Given a planar electromagnetic wave in vacuum whose B-field is denoted by Bx = 0, Bz = 0, B_y = 66.7 × ?10?^(-8) sin 4?p?10?^6 (z-3×?10?^8 t) Write an expression for the E-field. What are wavelength, speed and direction of motion of the disturbance?
If you are only studying St. Josef, you'll miss a lot in math, reading, writing, science, etc.
To write an expression for the E-field, we need to use Maxwell's equations, specifically Faraday's Law of electromagnetic induction. According to Faraday's Law, the rate of change of the magnetic field (B) with respect to time (t) induces an electric field (E), which is perpendicular to both the magnetic field and the direction of the change. In this case, the B-field is oscillating with time, so we differentiate it with respect to time to find the rate of change:
dB_y/dt = -66.7 × 10^(-8) cos(4π × 10^6 (z - 3 × 10^8 t)).
Since the E-field is perpendicular to the B-field, we consider the x-direction. Thus, the E-field will have components in the x and y directions. Using Faraday's Law, we can write the expression for the x-component of the E-field (Ex):
Ex = -dB_y/dt = 66.7 × 10^(-8) cos(4π × 10^6 (z - 3 × 10^8 t)).
Now, let's find the wavelength, speed, and direction of motion of the disturbance:
To find the wavelength (λ) of the electromagnetic wave, we know that the wave is described by sin(4π × 10^6 (z - 3 × 10^8 t)). The general form of a sinusoidal wave is sin(kx - ωt), where k is the wave number and ω is the angular frequency.
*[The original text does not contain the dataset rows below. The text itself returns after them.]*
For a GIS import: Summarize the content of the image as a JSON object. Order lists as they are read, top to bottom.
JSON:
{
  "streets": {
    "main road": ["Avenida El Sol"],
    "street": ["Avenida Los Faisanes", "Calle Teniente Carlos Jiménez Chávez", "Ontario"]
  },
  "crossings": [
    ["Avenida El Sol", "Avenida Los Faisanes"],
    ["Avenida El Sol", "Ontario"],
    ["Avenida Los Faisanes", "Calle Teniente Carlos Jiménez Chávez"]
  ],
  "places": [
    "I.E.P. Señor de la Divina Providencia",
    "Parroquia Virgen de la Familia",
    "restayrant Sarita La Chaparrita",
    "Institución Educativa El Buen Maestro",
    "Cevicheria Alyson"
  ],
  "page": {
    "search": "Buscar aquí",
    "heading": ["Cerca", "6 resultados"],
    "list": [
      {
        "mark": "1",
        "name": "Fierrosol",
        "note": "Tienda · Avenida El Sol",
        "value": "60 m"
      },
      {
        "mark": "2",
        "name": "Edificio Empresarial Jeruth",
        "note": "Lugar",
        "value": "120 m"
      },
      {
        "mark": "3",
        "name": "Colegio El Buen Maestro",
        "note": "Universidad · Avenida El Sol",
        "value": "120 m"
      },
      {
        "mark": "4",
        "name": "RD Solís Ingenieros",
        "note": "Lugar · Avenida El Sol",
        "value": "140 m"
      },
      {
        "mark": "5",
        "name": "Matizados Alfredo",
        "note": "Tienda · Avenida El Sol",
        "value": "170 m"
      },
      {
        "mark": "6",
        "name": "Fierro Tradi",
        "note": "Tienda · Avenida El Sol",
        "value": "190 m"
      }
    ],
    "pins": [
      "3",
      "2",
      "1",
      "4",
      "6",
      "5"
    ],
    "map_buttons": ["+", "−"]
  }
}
Comparing the two forms, we can equate:
k = 4π × 10^6 and 2π/λ = k,
which allows us to solve for λ:
λ = 2π/k = 2π/(4π × 10^6) = 1/(2 × 10^6) = 0.5 × 10^(-6) = 0.5 μm.
The speed (v) of the electromagnetic wave in vacuum is given by the equation:
v = c,
where c is the speed of light, approximately equal to 3 × 10^8 m/s.
The direction of motion of the disturbance is determined by the wave vector k, which is perpendicular to the wavefront. From the given expression, we can see that the disturbance is traveling in the z-direction, as it is dependent on (z - 3 × 10^8 t).
Therefore, the expression for the E-field is Ex = 66.7 × 10^(-8) cos(4π × 10^6 (z - 3 × 10^8 t)), the wavelength is λ = 0.5 μm, the speed is v = 3 × 10^8 m/s, and the direction of motion is along the z-axis.